= Task details =
Go through the records line by line from the top and repeat each one exactly, ending with the line that contains "position:absolute; left:12px; top:482px;".

------------------------------------------------------------

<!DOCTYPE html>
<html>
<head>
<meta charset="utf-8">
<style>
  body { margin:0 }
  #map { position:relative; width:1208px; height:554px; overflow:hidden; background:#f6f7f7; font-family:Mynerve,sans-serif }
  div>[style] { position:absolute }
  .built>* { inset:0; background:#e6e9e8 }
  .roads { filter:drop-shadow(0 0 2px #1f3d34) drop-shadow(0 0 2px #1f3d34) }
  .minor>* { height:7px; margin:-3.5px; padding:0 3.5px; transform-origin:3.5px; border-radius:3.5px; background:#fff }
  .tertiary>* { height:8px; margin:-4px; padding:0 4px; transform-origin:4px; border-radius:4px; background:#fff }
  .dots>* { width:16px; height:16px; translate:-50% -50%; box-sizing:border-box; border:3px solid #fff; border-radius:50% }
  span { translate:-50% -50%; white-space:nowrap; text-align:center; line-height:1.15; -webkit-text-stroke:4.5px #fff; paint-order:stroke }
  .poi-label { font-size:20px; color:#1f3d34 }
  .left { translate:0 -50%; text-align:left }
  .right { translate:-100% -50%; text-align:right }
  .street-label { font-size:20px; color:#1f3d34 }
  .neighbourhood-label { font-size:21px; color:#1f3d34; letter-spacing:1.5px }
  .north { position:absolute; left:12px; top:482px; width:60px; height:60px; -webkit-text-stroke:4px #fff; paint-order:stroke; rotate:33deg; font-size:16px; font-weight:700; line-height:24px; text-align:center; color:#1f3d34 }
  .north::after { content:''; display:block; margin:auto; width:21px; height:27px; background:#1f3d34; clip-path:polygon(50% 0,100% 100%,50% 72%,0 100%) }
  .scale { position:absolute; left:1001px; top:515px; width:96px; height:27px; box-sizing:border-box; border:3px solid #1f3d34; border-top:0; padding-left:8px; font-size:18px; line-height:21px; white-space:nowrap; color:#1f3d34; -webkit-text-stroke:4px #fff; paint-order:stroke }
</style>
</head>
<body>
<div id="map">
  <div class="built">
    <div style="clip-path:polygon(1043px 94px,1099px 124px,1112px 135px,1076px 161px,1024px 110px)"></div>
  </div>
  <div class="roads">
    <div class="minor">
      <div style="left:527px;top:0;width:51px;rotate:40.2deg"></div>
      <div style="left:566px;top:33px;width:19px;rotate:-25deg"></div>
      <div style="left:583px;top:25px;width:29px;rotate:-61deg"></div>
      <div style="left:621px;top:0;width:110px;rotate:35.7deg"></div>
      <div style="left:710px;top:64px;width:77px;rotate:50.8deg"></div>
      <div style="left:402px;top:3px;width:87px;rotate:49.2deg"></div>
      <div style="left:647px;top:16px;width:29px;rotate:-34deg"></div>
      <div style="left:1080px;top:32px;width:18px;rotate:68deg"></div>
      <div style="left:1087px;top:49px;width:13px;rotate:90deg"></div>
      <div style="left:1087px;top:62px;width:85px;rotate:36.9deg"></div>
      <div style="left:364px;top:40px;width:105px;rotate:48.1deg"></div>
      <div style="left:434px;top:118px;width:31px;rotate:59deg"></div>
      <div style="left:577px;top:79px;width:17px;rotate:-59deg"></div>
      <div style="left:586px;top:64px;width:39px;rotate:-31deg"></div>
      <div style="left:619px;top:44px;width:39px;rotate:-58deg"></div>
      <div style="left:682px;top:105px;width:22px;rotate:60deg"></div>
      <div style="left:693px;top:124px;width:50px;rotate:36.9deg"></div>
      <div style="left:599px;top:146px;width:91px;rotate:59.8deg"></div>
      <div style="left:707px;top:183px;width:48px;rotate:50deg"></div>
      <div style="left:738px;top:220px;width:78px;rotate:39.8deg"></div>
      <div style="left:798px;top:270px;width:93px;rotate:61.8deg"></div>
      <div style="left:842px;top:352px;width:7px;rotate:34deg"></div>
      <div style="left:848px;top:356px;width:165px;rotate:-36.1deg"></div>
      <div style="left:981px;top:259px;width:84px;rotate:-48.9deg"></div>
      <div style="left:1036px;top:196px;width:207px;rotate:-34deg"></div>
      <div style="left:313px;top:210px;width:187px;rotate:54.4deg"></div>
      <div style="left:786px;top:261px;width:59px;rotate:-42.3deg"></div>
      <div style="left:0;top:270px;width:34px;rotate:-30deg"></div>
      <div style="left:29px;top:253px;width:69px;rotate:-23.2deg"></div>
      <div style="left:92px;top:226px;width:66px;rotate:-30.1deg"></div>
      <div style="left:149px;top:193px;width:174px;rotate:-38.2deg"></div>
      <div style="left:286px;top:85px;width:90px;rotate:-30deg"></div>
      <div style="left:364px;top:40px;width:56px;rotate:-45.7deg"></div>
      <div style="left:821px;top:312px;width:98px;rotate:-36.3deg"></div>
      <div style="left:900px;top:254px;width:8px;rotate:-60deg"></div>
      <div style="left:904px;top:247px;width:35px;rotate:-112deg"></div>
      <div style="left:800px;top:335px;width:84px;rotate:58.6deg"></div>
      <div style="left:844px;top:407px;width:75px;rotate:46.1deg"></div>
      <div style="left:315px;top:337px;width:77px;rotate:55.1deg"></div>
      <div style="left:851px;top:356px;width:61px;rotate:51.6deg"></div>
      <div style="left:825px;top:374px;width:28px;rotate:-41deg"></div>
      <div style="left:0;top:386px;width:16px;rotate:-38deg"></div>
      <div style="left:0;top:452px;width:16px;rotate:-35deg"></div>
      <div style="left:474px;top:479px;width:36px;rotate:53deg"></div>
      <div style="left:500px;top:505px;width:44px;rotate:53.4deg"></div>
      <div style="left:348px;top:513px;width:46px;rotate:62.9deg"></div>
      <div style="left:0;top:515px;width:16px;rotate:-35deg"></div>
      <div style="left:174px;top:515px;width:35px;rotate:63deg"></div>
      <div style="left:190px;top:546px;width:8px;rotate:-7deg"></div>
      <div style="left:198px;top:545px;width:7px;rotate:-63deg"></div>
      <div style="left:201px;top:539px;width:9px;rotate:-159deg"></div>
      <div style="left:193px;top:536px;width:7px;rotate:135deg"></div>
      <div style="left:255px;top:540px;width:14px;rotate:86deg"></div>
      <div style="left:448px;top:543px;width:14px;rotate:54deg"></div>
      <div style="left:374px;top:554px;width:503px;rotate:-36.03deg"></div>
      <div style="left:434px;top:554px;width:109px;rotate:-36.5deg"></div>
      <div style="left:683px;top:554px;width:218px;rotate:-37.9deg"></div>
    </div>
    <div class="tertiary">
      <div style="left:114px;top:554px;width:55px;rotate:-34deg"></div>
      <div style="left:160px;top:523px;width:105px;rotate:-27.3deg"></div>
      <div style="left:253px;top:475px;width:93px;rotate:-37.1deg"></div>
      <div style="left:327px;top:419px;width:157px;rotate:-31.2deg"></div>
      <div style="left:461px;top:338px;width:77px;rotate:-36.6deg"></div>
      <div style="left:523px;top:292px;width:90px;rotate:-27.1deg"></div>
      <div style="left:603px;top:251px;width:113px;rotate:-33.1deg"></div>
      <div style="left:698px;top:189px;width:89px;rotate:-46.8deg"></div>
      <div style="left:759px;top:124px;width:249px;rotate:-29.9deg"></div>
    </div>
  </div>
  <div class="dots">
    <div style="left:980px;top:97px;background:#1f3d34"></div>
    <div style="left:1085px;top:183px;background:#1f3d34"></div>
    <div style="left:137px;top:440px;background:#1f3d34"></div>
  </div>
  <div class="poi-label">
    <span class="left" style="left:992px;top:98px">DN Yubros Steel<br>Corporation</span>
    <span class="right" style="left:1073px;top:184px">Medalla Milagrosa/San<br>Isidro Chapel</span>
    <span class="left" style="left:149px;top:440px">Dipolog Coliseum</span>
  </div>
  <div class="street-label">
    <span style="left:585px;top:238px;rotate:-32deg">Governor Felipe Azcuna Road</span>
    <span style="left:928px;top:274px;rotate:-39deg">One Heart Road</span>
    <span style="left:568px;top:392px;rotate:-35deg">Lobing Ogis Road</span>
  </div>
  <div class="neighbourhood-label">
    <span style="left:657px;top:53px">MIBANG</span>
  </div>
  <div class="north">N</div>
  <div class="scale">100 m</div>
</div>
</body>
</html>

------------------------------------------------------------

= Answer section =
<!DOCTYPE html>
<html>
<head>
<meta charset="utf-8">
<style>
  body { margin:0 }
  #map { position:relative; width:1208px; height:554px; overflow:hidden; background:#f6f7f7; font-family:Mynerve,sans-serif }
  div>[style] { position:absolute }
  .built>* { inset:0; background:#e6e9e8 }
  .roads { filter:drop-shadow(0 0 2px #1f3d34) drop-shadow(0 0 2px #1f3d34) }
  .minor>* { height:7px; margin:-3.5px; padding:0 3.5px; transform-origin:3.5px; border-radius:3.5px; background:#fff }
  .tertiary>* { height:8px; margin:-4px; padding:0 4px; transform-origin:4px; border-radius:4px; background:#fff }
  .dots>* { width:16px; height:16px; translate:-50% -50%; box-sizing:border-box; border:3px solid #fff; border-radius:50% }
  span { translate:-50% -50%; white-space:nowrap; text-align:center; line-height:1.15; -webkit-text-stroke:4.5px #fff; paint-order:stroke }
  .poi-label { font-size:20px; color:#1f3d34 }
  .left { translate:0 -50%; text-align:left }
  .right { translate:-100% -50%; text-align:right }
  .street-label { font-size:20px; color:#1f3d34 }
  .neighbourhood-label { font-size:21px; color:#1f3d34; letter-spacing:1.5px }
  .north { position:absolute; left:12px; top:482px; width:60px; height:60px; -webkit-text-stroke:4px #fff; paint-order:stroke; rotate:33deg; font-size:16px; font-weight:700; line-height:24px; text-align:center; color:#1f3d34 }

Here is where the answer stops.